Extracted records -
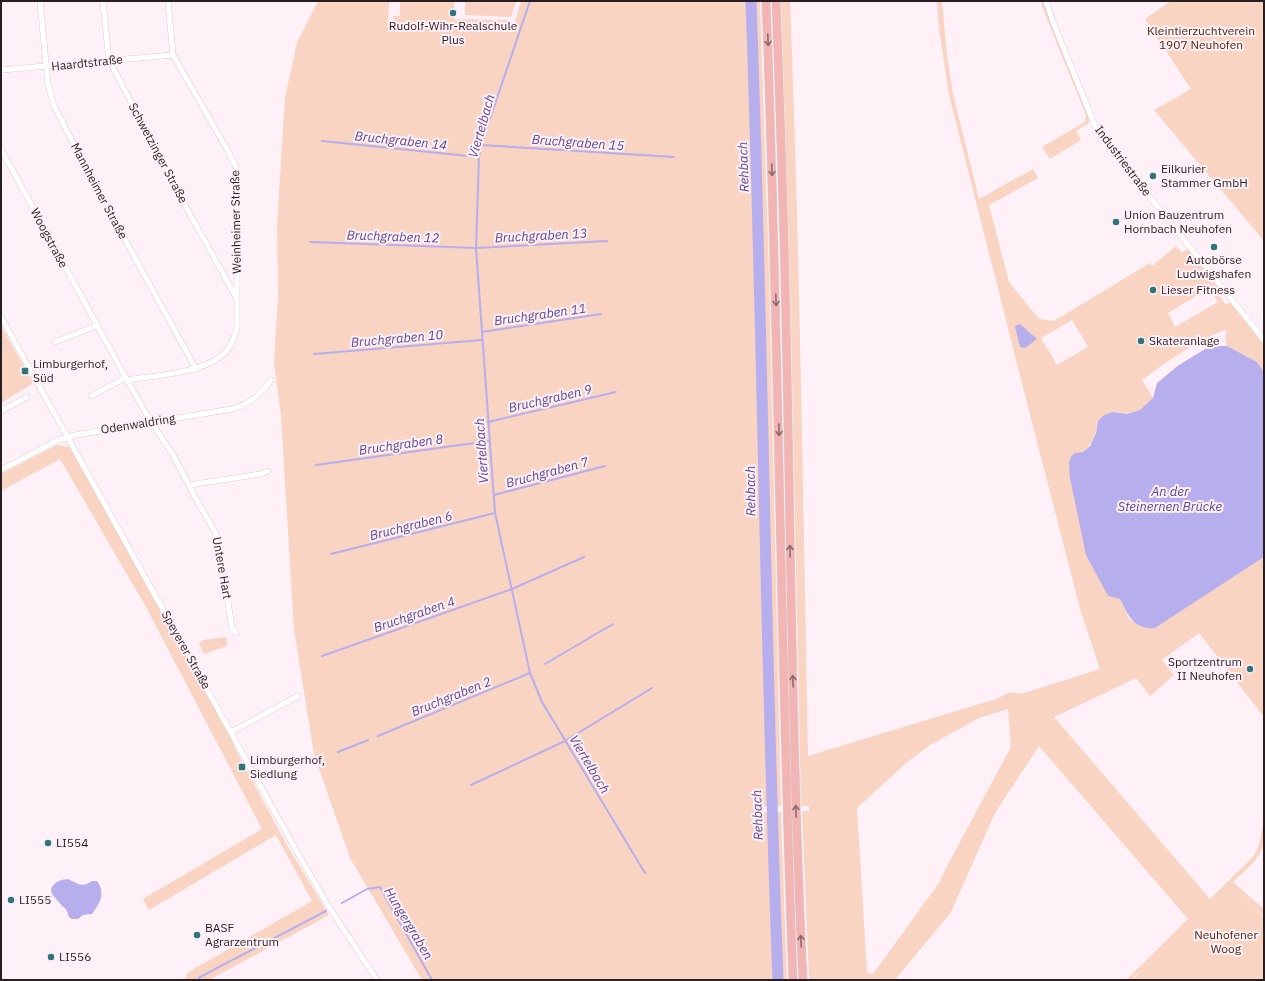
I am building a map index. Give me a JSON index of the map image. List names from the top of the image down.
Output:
{
  "streets": {
    "street": [
      "Haardtstraße",
      "Schwetzinger Straße",
      "Industriestraße",
      "Mannheimer Straße",
      "Weinheimer Straße",
      "Woogstraße",
      "Odenwaldring",
      "Untere Hart",
      "Speyerer Straße"
    ]
  },
  "crossings": [
    ["Haardtstraße", "Schwetzinger Straße"],
    ["Haardtstraße", "Mannheimer Straße"],
    ["Haardtstraße", "Weinheimer Straße"],
    ["Schwetzinger Straße", "Weinheimer Straße"],
    ["Mannheimer Straße", "Weinheimer Straße"],
    ["Weinheimer Straße", "Woogstraße"],
    ["Woogstraße", "Odenwaldring"],
    ["Woogstraße", "Untere Hart"],
    ["Odenwaldring", "Untere Hart"],
    ["Odenwaldring", "Speyerer Straße"]
  ],
  "water": [
    "Viertelbach",
    "Bruchgraben 14",
    "Bruchgraben 15",
    "Rehbach",
    "Bruchgraben 13",
    "Bruchgraben 12",
    "Bruchgraben 11",
    "Bruchgraben 10",
    "Bruchgraben 9",
    "Bruchgraben 8",
    "Bruchgraben 7",
    "An der Steinernen Brücke",
    "Bruchgraben 6",
    "Bruchgraben 4",
    "Bruchgraben 2",
    "Hungergraben"
  ],
  "parks": ["Kleintierzuchtverein 1907 Neuhofen", "Neuhofener Woog"],
  "places": {
    "other": [
      "Rudolf-Wihr-Realschule Plus",
      "Eilkurier Stammer GmbH",
      "Union Bauzentrum Hornbach Neuhofen",
      "Autobörse Ludwigshafen",
      "Lieser Fitness",
      "Skateranlage",
      "Sportzentrum II Neuhofen",
      "LI554",
      "LI555",
      "BASF Agrarzentrum",
      "LI556"
    ],
    "transit": ["Limburgerhof, Süd", "Limburgerhof, Siedlung"]
  }
}
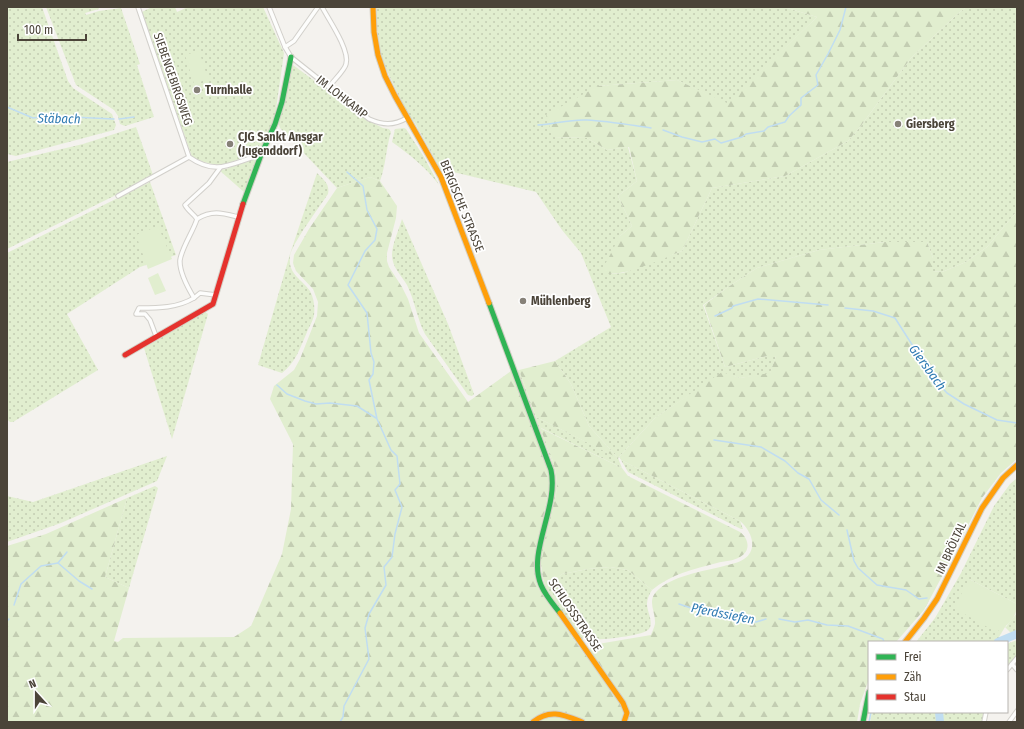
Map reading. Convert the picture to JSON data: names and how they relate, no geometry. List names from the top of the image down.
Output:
{
  "streets": {
    "main road": ["BERGISCHE STRASSE", "IM BRÖLTAL", "SCHLOSSSTRASSE"],
    "street": ["SIEBENGEBIRGSWEG", "IM LOHKAMP"]
  },
  "crossings": [
    ["IM LOHKAMP", "BERGISCHE STRASSE"],
    ["BERGISCHE STRASSE", "SCHLOSSSTRASSE"]
  ],
  "water": ["Stäbach", "Giersbach", "Pferdssiefen"],
  "places": [
    "Turnhalle",
    "Giersberg",
    "CJG Sankt Ansgar (Jugenddorf)",
    "Mühlenberg"
  ],
  "legend": ["Frei", "Zäh", "Stau"],
  "scale_bar": "100 m",
  "north": "top"
}
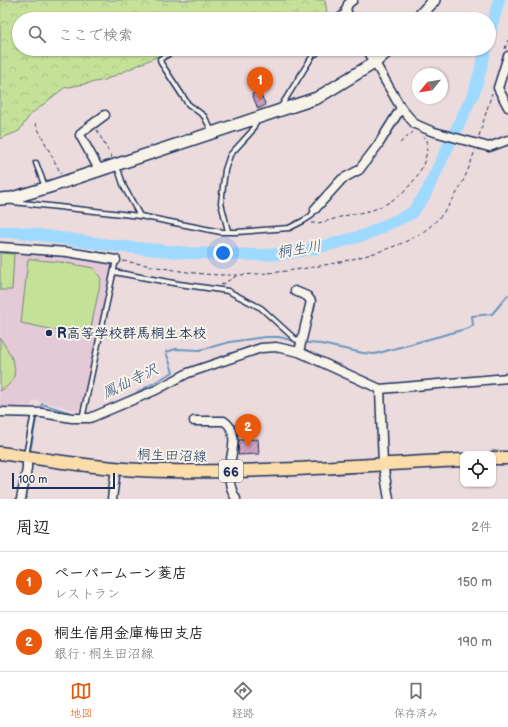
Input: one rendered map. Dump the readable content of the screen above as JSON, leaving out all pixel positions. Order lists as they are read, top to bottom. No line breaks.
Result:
{"streets":{"main road":["桐生田沼線","66"]},"water":["桐生川","鳳仙寺沢"],"places":["R高等学校群馬桐生本校"],"scale_bar":"100 m","north":"bottom left","page":{"search":"ここで検索","pins":["1","2"],"scale":"100 m","heading":["周辺","2件"],"list":[{"mark":"1","name":"ペーパームーン菱店","note":"レストラン","value":"150 m"},{"mark":"2","name":"桐生信用金庫梅田支店","note":"銀行 · 桐生田沼線","value":"190 m"}],"nav":["地図","経路","保存済み"]}}
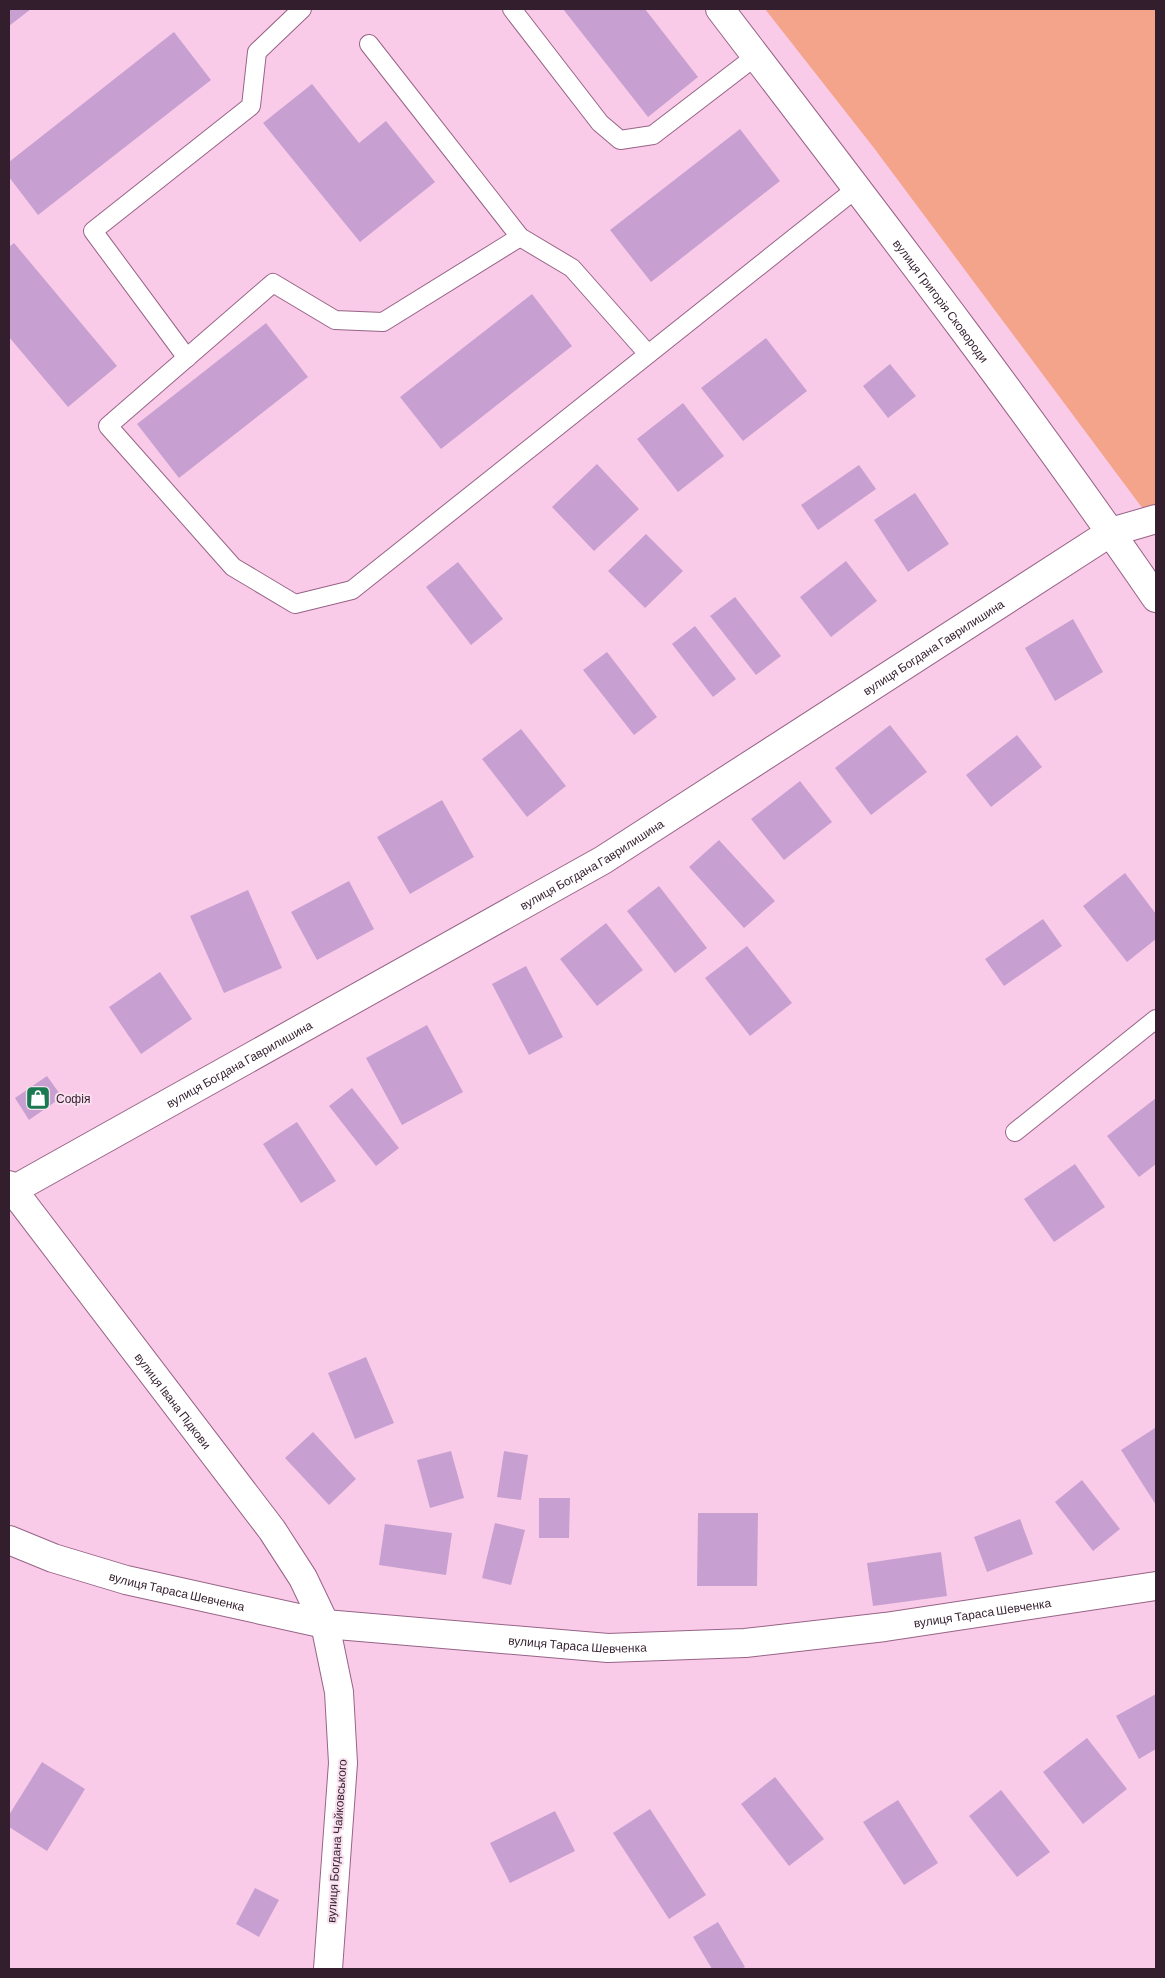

Task details - Write out the data word for word, with every picture dropped.

Solution for this exercise -
I am building a map index. Give me a JSON index of the map image. List names from the top of the image down.
Output:
{
  "streets": {
    "street": [
      "Haardtstraße",
      "Schwetzinger Straße",
      "Industriestraße",
      "Mannheimer Straße",
      "Weinheimer Straße",
      "Woogstraße",
      "Odenwaldring",
      "Untere Hart",
      "Speyerer Straße"
    ]
  },
  "crossings": [
    ["Haardtstraße", "Schwetzinger Straße"],
    ["Haardtstraße", "Mannheimer Straße"],
    ["Haardtstraße", "Weinheimer Straße"],
    ["Schwetzinger Straße", "Weinheimer Straße"],
    ["Mannheimer Straße", "Weinheimer Straße"],
    ["Weinheimer Straße", "Woogstraße"],
    ["Woogstraße", "Odenwaldring"],
    ["Woogstraße", "Untere Hart"],
    ["Odenwaldring", "Untere Hart"],
    ["Odenwaldring", "Speyerer Straße"]
  ],
  "water": [
    "Viertelbach",
    "Bruchgraben 14",
    "Bruchgraben 15",
    "Rehbach",
    "Bruchgraben 13",
    "Bruchgraben 12",
    "Bruchgraben 11",
    "Bruchgraben 10",
    "Bruchgraben 9",
    "Bruchgraben 8",
    "Bruchgraben 7",
    "An der Steinernen Brücke",
    "Bruchgraben 6",
    "Bruchgraben 4",
    "Bruchgraben 2",
    "Hungergraben"
  ],
  "parks": ["Kleintierzuchtverein 1907 Neuhofen", "Neuhofener Woog"],
  "places": {
    "other": [
      "Rudolf-Wihr-Realschule Plus",
      "Eilkurier Stammer GmbH",
      "Union Bauzentrum Hornbach Neuhofen",
      "Autobörse Ludwigshafen",
      "Lieser Fitness",
      "Skateranlage",
      "Sportzentrum II Neuhofen",
      "LI554",
      "LI555",
      "BASF Agrarzentrum",
      "LI556"
    ],
    "transit": ["Limburgerhof, Süd", "Limburgerhof, Siedlung"]
  }
}
Map reading. Convert the picture to JSON data: names and how they relate, no geometry. List names from the top of the image down.
Output:
{
  "streets": {
    "main road": ["BERGISCHE STRASSE", "IM BRÖLTAL", "SCHLOSSSTRASSE"],
    "street": ["SIEBENGEBIRGSWEG", "IM LOHKAMP"]
  },
  "crossings": [
    ["IM LOHKAMP", "BERGISCHE STRASSE"],
    ["BERGISCHE STRASSE", "SCHLOSSSTRASSE"]
  ],
  "water": ["Stäbach", "Giersbach", "Pferdssiefen"],
  "places": [
    "Turnhalle",
    "Giersberg",
    "CJG Sankt Ansgar (Jugenddorf)",
    "Mühlenberg"
  ],
  "legend": ["Frei", "Zäh", "Stau"],
  "scale_bar": "100 m",
  "north": "top"
}
Input: one rendered map. Dump the readable content of the screen above as JSON, leaving out all pixel positions. Order lists as they are read, top to bottom. No line breaks.
Result:
{"streets":{"main road":["桐生田沼線","66"]},"water":["桐生川","鳳仙寺沢"],"places":["R高等学校群馬桐生本校"],"scale_bar":"100 m","north":"bottom left","page":{"search":"ここで検索","pins":["1","2"],"scale":"100 m","heading":["周辺","2件"],"list":[{"mark":"1","name":"ペーパームーン菱店","note":"レストラン","value":"150 m"},{"mark":"2","name":"桐生信用金庫梅田支店","note":"銀行 · 桐生田沼線","value":"190 m"}],"nav":["地図","経路","保存済み"]}}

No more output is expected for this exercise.